Städtisches Klinikum München

Machbarkeitsstudie über die bauliche Entwicklung

Im Jahr 2005 fusionierten die fünf Krankenhäuser Münchens zu „Städtisches Klinikum München GmbH“. Mit rund 3300 Betten, 260 tagesklinischen Plätzen und 8500 Mitarbeiterinnen und Mitarbeitern ist das Städtische Klinikum München der größte Anbieter von Gesundheitsdienstleistungen im süddeutschen Raum.

Auf Basis einer 2013 veröffentlichen europaweiten Ausschreibung wurde LUDES in Kooperation mit der Teamplan GmbH mit der Erstellung einer „Machbarkeitsstudie über bauliche Erweiterungen und Neubauten an den Kliniken Schwabing und Bogenhausen“ beauftragt. Ziel war es, „den geänderten Rahmenbedingungen und Prozessabläufen im Krankenhausbereich Rechnung zu tragen und die Häuser den zukünftigen Anforderungen anzupassen“. Später wurde die Beauftragung auf die Klinikstandorte Harlaching und Neuperlach ausgedehnt.

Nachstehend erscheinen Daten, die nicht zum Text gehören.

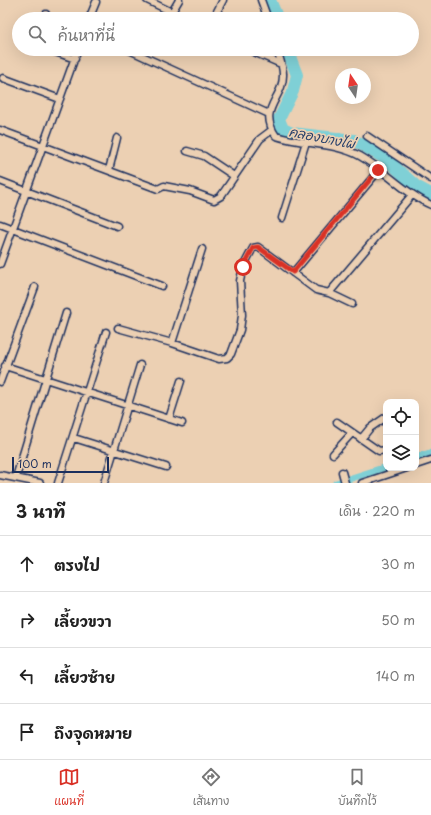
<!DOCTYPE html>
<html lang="th">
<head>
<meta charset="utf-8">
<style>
  :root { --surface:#fff; --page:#f2f2f2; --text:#222; --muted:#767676; --line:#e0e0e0; --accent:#d93025 }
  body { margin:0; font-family:"Playpen Sans","Playpen Sans Thai",sans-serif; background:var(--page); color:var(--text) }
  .controls { position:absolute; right:12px; bottom:12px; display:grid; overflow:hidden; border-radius:8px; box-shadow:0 4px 16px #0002 }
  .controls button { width:36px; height:36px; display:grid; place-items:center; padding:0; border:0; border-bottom:1px solid var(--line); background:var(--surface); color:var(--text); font:20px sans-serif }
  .compass { position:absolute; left:335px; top:68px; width:36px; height:36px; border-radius:50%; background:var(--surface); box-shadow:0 4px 16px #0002; rotate:347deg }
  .scale { position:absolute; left:12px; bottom:10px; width:97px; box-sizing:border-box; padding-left:4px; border:2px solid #1b2f5e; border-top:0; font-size:11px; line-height:14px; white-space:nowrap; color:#1b2f5e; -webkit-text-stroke:3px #ecd0b3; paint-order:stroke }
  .stop { position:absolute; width:12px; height:12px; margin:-9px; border:3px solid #d93025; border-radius:50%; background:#fff }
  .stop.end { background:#d93025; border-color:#fff; box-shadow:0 1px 4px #0008 }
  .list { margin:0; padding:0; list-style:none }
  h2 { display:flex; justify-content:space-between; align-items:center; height:52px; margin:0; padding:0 16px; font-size:17px }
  h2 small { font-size:13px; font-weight:400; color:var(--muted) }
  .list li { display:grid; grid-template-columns:26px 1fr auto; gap:12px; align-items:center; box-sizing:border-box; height:56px; padding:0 16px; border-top:1px solid var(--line) }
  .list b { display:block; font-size:15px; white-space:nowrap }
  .list em { font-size:13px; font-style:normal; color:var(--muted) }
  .icon { flex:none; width:22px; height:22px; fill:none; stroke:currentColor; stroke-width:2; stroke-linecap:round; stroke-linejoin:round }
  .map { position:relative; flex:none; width:431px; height:483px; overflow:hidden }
  .search { position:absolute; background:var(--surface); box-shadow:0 4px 16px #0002; left:12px; right:12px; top:12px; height:44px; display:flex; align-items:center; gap:10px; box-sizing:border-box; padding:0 14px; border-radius:22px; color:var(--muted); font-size:15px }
  .sheet { height:276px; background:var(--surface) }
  nav { display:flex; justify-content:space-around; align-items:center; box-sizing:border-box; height:56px; border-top:1px solid var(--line); background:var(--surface); font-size:11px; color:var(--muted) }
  nav a { display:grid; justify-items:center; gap:2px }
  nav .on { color:var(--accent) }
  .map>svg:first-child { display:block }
</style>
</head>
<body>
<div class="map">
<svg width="431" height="483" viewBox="0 0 431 483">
  <rect width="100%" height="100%" fill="#ecd0b3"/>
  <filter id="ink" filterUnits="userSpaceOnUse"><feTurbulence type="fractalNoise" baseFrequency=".025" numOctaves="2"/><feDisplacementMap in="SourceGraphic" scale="8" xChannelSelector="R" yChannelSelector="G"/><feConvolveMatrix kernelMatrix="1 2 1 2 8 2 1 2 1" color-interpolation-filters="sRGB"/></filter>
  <g filter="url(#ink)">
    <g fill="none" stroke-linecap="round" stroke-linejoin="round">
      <path stroke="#7fd0d6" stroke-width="7" d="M416,457L431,453
        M336,483L386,467"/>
      <path stroke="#7fd0d6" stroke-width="12" d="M270,0L278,19
        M287,49L297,75L293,91L279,119L283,129L292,133L354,140L386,159L416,186L431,194"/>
      <g stroke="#1b2f5e" stroke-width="9">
        <path id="minor" d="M147,0L186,19
          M261,0L268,19
          M172,12L179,0
          M44,19L46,14
          M89,19L96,2
          M213,19L223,0
          M47,49L75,59
          M127,49L269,114
          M247,49L281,64
          M277,49C279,57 283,66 283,74C284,99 257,108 276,136C304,145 334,142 360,156C385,170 404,193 431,205
          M3,78L60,99
          M0,130L158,189L164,186L190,191L214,200L221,196L260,139L272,130
          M367,136L431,179
          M187,151L204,156L234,176
          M109,170L117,138
          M0,181L117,226
          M282,218L306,142
          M0,224L162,286
          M0,264L78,49
          M293,273L379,170
          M329,293L412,195
          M118,328L172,343L219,359L227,358L231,354L240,330L242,315L240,281L243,267L253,248L258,247L316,290L329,293L352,304
          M172,343L202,249
          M5,366L182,423
          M0,382L35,287
          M169,419L181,381
          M337,422L379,451L386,450
          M74,438L166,467
          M361,439L370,428L386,417
          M333,454L352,433
          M416,465L431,460
          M342,472L345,483
          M0,475L40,483
          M16,477L66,313
          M58,483L106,332
          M104,483L140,365
          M362,483L407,468"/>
      </g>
      <use href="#minor" stroke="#ecd0b3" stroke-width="6"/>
    </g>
  </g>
  <g fill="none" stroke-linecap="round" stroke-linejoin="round" filter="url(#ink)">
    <path stroke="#d93025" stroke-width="5" d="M243,267L253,248L258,247L293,272L378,170"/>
  </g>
  <g text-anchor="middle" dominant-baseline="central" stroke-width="3.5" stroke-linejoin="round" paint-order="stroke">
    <g font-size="13" font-style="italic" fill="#253f6a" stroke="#ecd0b3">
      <text transform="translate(322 137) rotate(11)">คลองบางไผ่</text>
    </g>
  </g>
</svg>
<div class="controls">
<button><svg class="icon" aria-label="locate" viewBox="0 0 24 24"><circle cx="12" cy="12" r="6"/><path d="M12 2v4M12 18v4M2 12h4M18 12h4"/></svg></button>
<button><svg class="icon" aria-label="layers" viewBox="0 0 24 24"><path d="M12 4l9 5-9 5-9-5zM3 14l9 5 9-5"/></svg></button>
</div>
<svg class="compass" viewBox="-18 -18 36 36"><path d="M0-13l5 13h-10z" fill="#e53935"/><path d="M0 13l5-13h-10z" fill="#767676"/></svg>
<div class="scale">100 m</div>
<div class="stop" style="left:243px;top:267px"></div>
<div class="stop end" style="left:378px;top:170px"></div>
<div class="search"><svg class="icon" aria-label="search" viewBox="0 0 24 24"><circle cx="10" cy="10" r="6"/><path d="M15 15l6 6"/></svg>ค้นหาที่นี่</div>
</div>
<section class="sheet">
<h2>3 นาที<small>เดิน · 220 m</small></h2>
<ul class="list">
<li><svg class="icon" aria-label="ahead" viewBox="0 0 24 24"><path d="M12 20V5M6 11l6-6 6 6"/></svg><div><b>ตรงไป</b></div><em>30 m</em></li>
<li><svg class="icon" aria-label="right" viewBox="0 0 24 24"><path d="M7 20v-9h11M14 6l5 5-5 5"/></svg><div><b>เลี้ยวขวา</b></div><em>50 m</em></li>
<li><svg class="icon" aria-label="left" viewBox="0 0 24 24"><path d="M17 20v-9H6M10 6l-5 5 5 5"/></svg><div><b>เลี้ยวซ้าย</b></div><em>140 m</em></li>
<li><svg class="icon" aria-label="arrive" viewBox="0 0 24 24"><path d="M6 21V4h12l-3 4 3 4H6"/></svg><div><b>ถึงจุดหมาย</b></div></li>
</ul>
</section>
<nav>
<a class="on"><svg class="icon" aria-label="map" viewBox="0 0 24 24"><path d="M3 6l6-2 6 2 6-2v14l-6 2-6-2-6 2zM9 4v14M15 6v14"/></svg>แผนที่</a>
<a><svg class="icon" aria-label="directions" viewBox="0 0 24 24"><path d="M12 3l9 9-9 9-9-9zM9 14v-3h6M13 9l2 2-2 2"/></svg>เส้นทาง</a>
<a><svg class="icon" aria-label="saved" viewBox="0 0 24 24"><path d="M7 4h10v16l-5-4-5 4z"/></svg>บันทึกไว้</a>
</nav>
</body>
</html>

Als Grundlage für die Studie stand das parallel erarbeitete Sanierungsgutachten der Boston Consulting Group zur Verfügung. Hierin wird ein Maßnahmenpaket entwickelt, das im Kern die Gründung von medizinischen Kompetenzzentren, die Reduktion von Bettenkapazitäten und einen Stellenabbau vorsieht. Dabei sollen alle vier Hauptstandorte mit Notfallversorgung erhalten bleiben, die dermatologische Klinik jedoch später nach Neuperlach verlegt werden.

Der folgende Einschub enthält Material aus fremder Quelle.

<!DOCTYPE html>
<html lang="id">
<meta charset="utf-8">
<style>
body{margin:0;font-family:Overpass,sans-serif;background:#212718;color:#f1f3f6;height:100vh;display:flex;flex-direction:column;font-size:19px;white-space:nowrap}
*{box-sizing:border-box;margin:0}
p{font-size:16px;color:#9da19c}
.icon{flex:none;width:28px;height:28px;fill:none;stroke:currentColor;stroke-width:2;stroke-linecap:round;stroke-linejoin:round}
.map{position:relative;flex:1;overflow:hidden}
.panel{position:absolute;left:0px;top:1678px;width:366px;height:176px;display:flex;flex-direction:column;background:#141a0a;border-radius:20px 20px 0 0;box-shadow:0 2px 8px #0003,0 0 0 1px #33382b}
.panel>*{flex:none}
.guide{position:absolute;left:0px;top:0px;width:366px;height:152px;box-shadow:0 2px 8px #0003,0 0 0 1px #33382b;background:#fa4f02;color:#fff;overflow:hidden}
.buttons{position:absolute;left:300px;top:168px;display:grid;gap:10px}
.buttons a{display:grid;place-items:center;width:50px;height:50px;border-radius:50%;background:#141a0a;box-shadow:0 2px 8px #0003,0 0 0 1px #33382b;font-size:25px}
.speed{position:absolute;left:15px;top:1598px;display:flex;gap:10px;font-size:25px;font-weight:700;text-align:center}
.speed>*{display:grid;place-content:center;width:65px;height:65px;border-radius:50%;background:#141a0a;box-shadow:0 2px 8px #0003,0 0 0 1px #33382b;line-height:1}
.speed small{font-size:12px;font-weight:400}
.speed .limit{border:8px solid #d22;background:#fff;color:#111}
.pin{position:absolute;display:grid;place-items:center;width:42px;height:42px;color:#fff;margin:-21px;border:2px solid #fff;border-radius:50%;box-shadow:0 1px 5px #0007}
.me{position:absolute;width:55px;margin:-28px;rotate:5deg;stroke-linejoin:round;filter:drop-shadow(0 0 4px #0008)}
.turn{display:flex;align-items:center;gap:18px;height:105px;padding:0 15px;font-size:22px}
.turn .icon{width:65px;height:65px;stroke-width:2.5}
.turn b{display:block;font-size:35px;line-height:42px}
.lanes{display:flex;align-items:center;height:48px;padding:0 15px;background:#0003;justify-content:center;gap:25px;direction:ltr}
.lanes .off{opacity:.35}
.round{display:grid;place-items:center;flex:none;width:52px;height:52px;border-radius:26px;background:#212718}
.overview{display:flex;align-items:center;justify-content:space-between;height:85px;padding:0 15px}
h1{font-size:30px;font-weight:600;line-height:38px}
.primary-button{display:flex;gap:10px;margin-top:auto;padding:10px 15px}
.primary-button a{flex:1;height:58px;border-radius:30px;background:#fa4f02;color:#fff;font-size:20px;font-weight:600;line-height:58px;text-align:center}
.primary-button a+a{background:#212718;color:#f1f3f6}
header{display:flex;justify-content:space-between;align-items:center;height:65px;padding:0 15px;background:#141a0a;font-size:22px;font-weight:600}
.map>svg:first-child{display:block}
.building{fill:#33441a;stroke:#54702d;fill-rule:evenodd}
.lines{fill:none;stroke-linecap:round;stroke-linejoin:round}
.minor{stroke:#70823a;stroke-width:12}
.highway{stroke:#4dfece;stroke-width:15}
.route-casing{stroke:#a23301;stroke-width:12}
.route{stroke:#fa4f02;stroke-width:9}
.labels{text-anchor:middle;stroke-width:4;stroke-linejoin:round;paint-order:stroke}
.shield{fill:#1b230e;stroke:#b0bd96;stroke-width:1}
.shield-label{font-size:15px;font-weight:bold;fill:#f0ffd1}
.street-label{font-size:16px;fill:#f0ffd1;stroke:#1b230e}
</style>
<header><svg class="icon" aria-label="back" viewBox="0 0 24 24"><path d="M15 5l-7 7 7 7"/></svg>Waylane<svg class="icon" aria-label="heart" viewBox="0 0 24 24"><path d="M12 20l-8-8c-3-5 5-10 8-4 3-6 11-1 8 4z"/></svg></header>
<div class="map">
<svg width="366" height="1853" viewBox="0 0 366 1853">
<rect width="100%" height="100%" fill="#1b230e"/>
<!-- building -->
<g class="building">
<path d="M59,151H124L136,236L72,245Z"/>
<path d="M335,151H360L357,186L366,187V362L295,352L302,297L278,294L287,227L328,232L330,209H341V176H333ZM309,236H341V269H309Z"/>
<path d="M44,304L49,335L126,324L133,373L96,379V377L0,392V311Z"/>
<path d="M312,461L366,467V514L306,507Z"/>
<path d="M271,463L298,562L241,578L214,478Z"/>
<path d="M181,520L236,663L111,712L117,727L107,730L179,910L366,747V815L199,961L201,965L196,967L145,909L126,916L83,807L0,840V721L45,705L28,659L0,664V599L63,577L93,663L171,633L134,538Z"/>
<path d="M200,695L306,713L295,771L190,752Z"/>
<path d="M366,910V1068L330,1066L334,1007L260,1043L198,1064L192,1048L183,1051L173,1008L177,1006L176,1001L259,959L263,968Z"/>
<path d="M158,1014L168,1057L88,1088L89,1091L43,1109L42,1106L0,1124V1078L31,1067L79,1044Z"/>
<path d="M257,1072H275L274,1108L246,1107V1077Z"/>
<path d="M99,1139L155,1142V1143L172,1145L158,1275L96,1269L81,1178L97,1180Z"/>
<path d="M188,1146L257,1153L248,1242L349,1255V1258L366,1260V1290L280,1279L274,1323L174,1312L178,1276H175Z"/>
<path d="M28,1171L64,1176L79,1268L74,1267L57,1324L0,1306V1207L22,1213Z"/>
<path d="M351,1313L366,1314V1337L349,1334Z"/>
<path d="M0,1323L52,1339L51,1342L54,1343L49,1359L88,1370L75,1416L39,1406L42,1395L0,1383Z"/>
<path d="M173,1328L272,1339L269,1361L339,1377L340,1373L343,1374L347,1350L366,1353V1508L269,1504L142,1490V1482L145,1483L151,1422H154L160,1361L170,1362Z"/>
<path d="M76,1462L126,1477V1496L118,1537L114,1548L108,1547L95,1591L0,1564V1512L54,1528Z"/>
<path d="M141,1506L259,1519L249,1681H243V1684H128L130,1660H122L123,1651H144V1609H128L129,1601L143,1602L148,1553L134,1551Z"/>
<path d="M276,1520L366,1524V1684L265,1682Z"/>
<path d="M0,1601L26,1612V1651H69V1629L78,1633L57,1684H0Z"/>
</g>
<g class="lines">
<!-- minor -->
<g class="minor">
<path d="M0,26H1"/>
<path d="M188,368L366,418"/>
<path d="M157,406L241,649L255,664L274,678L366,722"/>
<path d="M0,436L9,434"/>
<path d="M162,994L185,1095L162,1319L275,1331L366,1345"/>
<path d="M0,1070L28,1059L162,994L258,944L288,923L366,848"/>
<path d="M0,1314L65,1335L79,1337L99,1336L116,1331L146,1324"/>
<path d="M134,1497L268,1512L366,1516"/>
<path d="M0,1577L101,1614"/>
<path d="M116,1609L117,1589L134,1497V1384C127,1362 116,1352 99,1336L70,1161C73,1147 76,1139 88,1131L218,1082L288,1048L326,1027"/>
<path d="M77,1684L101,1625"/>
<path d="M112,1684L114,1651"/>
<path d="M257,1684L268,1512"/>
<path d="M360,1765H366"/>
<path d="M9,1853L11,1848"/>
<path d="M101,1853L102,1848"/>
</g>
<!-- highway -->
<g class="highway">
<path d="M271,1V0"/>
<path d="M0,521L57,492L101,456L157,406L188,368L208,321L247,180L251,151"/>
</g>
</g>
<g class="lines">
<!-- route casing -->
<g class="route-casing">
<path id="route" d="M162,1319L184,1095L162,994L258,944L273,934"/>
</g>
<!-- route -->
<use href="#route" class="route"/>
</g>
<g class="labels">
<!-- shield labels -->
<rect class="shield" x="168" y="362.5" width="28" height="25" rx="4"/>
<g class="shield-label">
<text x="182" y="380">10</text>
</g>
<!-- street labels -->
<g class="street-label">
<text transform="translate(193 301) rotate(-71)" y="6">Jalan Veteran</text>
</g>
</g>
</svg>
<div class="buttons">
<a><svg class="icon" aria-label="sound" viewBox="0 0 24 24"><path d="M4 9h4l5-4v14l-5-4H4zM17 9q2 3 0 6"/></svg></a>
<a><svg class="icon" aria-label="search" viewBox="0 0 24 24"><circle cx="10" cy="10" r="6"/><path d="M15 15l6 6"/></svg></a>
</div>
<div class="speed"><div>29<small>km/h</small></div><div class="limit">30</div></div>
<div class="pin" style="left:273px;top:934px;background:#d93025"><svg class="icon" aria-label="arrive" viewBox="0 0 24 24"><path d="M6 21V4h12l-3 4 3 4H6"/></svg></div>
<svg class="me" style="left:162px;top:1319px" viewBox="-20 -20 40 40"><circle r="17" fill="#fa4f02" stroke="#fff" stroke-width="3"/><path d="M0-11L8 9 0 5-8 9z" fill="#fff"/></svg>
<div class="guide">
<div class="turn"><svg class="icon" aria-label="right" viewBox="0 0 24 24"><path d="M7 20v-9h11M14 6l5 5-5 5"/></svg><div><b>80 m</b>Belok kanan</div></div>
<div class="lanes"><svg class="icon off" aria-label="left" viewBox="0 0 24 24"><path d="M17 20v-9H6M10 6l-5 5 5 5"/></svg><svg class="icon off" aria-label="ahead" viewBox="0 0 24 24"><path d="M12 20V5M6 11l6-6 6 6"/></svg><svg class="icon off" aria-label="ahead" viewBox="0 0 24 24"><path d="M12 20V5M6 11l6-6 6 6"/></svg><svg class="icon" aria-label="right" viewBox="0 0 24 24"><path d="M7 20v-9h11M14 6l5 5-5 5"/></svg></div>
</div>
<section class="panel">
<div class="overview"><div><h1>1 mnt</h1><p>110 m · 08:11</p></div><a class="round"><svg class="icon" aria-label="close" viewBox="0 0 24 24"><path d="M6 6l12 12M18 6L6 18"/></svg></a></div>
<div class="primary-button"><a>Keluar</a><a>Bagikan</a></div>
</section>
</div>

Zuerst wurde von LUDES/Teamplan eine umfangreiche Analyse des Bestands und der geplanten bzw. bereits abgeschlossenen Sanierungsprojekte durchgeführt. Danach begann die Untersuchung, wie die in dem Sanierungsgutachten von BGC definierten, neuen medizinischen Strukturen durch bauliche Erweiterungen oder Neubauten optimal umgesetzt werden können. Die Strukturvorgaben des Gutachtens wurden dafür in Grobflächenprogramme für die einzelnen Standorte übersetzt und mit den Bestandsflächen abgeglichen. Anhand der daraus resultierenden Bauvolumina wurden alternative Lokalisierungen für die jeweiligen Neu – und Erweiterungsszenarien skizziert und mit der Geschäftsführung des Klinikums München abgestimmt. Für die jeweilige präferierte Alternative wurden anhand des Grobflächenprogramms Schemagrundrisse mit Kennzeichnung der Erschließung, der Nutzungsverteilung mit Darstellung der Kernräume sowie der funktionalen Beziehungen entwickelt. Die planungs- und baurechtlichen Aspekte, verkehrliche Erschließung sowie Freiflächengestaltung wurden in Form differenzierter Lagepläne behandelt.

Der Nachweis einer, in der Regel abschnittsweisen, Umsetzung der jeweiligen Maßnahme erfolgte anhand von schematisierten Lageplänen mit Darstellung der einzelnen Bauphasen. Zusätzlich wurden der Investitionsbedarf sowie ein möglicher Mittelabfluss dargestellt.